┏━━

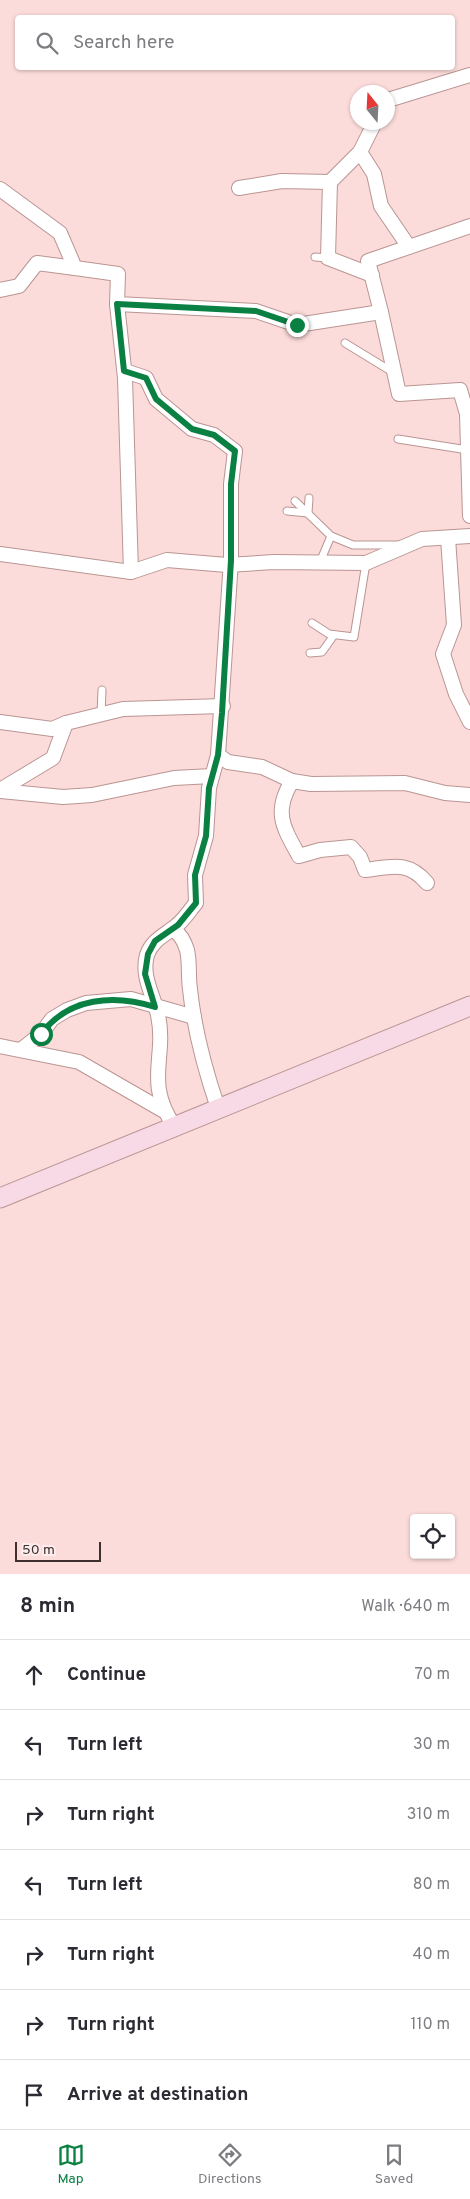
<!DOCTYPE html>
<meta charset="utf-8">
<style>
:root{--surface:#fff;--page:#f2f2f3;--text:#2b2b33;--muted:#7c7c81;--line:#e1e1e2;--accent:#0b8043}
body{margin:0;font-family:Overpass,sans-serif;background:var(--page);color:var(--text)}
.controls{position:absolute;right:15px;bottom:15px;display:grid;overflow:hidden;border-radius:5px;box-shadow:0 1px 4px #0004}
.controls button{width:45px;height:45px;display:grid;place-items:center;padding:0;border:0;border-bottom:1px solid var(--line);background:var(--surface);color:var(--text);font:25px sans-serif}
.compass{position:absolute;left:350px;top:85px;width:45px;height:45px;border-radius:50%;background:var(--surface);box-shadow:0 1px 4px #0004;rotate:342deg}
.scale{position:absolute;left:15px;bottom:12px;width:86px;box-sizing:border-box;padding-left:5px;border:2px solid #3f302f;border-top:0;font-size:14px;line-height:18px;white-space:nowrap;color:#3f302f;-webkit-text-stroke:4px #feeded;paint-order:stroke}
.stop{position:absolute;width:15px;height:15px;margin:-11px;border:4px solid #0b8043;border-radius:50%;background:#fff}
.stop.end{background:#0b8043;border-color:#fff;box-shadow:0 1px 5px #0008}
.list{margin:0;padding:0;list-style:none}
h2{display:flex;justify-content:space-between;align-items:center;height:65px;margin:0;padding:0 20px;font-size:21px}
h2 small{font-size:16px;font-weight:400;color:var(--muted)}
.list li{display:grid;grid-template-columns:32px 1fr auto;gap:15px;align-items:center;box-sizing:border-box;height:70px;padding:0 20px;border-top:1px solid var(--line)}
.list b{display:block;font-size:19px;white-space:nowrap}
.list em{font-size:16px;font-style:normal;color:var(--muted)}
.icon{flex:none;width:28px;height:28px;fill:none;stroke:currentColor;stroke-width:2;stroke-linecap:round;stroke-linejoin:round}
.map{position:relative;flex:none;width:470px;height:1574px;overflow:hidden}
.search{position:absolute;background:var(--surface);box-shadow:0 1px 4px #0004;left:15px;right:15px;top:15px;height:55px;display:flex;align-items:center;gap:12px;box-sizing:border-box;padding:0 18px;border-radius:5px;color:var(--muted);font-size:19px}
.sheet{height:555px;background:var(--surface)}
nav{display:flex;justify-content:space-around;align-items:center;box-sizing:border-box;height:70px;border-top:1px solid var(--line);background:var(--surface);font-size:14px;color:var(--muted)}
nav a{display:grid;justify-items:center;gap:2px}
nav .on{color:var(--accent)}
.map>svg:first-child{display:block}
</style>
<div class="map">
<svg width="470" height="1574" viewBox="0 0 470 1574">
<rect width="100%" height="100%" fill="#fcdcda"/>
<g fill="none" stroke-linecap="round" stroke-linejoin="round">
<defs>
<g id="lane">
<path d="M315 257 328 258"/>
<path d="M345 343 394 373"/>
<path d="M398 439 468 450"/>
<path d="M295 501 331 536 320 562"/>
<path d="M287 511 308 513 309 498"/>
<path d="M331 536 353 545H399"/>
<path d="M312 623 329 634 354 637 366 563"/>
<path d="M310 653 322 652 334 635"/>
<path d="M101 714 102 690"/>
</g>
<g id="street">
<path d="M388 100 470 75"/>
<path d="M360 152 374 174 381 206 409 247"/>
<path d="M330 182 328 258 372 275"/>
<path d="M239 188 282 181 330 182 360 152 375 122"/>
<path d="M0 189 60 233 75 268 118 274 117 304 256 311 297 325 381 312 368 261 470 226"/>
<path d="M0 290 19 286 37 263 75 268"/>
<path d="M117 304 125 378 131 572"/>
<path d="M381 312 399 394 460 390 467 414 470 516"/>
<path d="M125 371 146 378 156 399 192 429 214 435 235 451 231 484V560L218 755 228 762 262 767 292 781 311 784 405 783 445 793 470 795"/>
<path d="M448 538 454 625 443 654 456 694 470 722"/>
<path d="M0 554 131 572 167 560 227 565 274 562 366 563 422 539 470 536"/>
<path d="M0 722 52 729 66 723"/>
<path d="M292 781C273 812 283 827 299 856L320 850 351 847 360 857 365 870C391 867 408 860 427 883"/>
<path d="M0 790 53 758 66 723 123 709 223 706"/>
<path d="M0 791 63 797 92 795 174 778 212 776"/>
<path d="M173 929C181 935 184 941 187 950 190 962 188 976 190 989 194 1028 205 1070 218 1108"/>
<path d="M0 1046 79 1062 164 1111"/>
<path d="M22 1049 41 1034 52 1019 67 1010 86 1003 131 999 194 1017"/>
<path d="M174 1126C144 1081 167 1058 158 1015 153 994 141 976 147 955 152 940 165 935 176 926 184 920 190 910 196 903L195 875 206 836 209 788 218 755"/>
</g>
<path id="secondary" d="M0 1198 470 1006"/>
</defs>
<use href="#lane" stroke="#b99593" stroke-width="9"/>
<use href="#street" stroke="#b99593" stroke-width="16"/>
<use href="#secondary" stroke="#b99593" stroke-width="21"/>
<use href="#lane" stroke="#fff" stroke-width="7"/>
<use href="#street" stroke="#fff" stroke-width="14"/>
<use href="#secondary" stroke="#f8dae6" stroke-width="19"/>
</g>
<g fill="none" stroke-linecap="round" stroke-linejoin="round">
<path stroke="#0b8043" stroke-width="6" d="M41 1034C69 997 114 994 155 1007L145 974 148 954 155 941 178 925 196 903 195 875 206 836 209 788 218 755 222 713 231 560V484L235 451 214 435 192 429 156 399 146 378 124 371 117 304 256 311 297 325"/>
</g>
</svg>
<div class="controls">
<button><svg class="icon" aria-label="locate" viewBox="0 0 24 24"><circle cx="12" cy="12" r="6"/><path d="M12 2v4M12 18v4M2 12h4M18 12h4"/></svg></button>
</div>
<svg class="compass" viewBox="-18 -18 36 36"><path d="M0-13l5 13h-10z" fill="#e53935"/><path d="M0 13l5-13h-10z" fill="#7c7c81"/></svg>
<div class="scale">50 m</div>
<div class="stop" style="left:41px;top:1034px"></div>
<div class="stop end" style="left:297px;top:325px"></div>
<div class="search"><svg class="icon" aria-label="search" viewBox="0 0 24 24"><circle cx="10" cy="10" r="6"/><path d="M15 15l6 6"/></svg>Search here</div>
</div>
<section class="sheet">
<h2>8 min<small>Walk · 640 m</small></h2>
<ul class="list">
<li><svg class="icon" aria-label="ahead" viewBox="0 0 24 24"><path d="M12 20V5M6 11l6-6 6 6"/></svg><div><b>Continue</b></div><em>70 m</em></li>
<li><svg class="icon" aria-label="left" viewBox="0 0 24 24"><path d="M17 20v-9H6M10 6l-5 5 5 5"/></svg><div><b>Turn left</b></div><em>30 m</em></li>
<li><svg class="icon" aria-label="right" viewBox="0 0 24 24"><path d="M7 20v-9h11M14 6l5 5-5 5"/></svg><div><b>Turn right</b></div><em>310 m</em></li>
<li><svg class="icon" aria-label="left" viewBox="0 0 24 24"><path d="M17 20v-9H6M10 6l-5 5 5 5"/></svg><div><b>Turn left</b></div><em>80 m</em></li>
<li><svg class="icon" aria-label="right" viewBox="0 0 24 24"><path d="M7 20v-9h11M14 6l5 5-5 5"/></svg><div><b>Turn right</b></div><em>40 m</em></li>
<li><svg class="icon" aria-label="right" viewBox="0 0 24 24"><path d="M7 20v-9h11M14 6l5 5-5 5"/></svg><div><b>Turn right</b></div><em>110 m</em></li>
<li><svg class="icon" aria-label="arrive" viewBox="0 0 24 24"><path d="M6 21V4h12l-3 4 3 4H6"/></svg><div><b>Arrive at destination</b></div></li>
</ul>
</section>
<nav>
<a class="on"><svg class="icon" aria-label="map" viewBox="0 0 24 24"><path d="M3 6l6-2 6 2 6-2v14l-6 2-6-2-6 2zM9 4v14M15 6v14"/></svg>Map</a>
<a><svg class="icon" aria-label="directions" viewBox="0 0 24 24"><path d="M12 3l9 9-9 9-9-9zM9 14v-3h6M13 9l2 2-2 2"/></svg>Directions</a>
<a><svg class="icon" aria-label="saved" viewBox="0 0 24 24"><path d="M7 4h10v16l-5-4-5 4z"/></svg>Saved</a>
</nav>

┗━━

## [Exercise]
The line containing "20V5M6 11l6-6 6" and every line after it, through the end of the records above: output exactly those, and nothing else.

## [Answer to the exercise]
<li><svg class="icon" aria-label="ahead" viewBox="0 0 24 24"><path d="M12 20V5M6 11l6-6 6 6"/></svg><div><b>Continue</b></div><em>70 m</em></li>
<li><svg class="icon" aria-label="left" viewBox="0 0 24 24"><path d="M17 20v-9H6M10 6l-5 5 5 5"/></svg><div><b>Turn left</b></div><em>30 m</em></li>
<li><svg class="icon" aria-label="right" viewBox="0 0 24 24"><path d="M7 20v-9h11M14 6l5 5-5 5"/></svg><div><b>Turn right</b></div><em>310 m</em></li>
<li><svg class="icon" aria-label="left" viewBox="0 0 24 24"><path d="M17 20v-9H6M10 6l-5 5 5 5"/></svg><div><b>Turn left</b></div><em>80 m</em></li>
<li><svg class="icon" aria-label="right" viewBox="0 0 24 24"><path d="M7 20v-9h11M14 6l5 5-5 5"/></svg><div><b>Turn right</b></div><em>40 m</em></li>
<li><svg class="icon" aria-label="right" viewBox="0 0 24 24"><path d="M7 20v-9h11M14 6l5 5-5 5"/></svg><div><b>Turn right</b></div><em>110 m</em></li>
<li><svg class="icon" aria-label="arrive" viewBox="0 0 24 24"><path d="M6 21V4h12l-3 4 3 4H6"/></svg><div><b>Arrive at destination</b></div></li>
</ul>
</section>
<nav>
<a class="on"><svg class="icon" aria-label="map" viewBox="0 0 24 24"><path d="M3 6l6-2 6 2 6-2v14l-6 2-6-2-6 2zM9 4v14M15 6v14"/></svg>Map</a>
<a><svg class="icon" aria-label="directions" viewBox="0 0 24 24"><path d="M12 3l9 9-9 9-9-9zM9 14v-3h6M13 9l2 2-2 2"/></svg>Directions</a>
<a><svg class="icon" aria-label="saved" viewBox="0 0 24 24"><path d="M7 4h10v16l-5-4-5 4z"/></svg>Saved</a>
</nav>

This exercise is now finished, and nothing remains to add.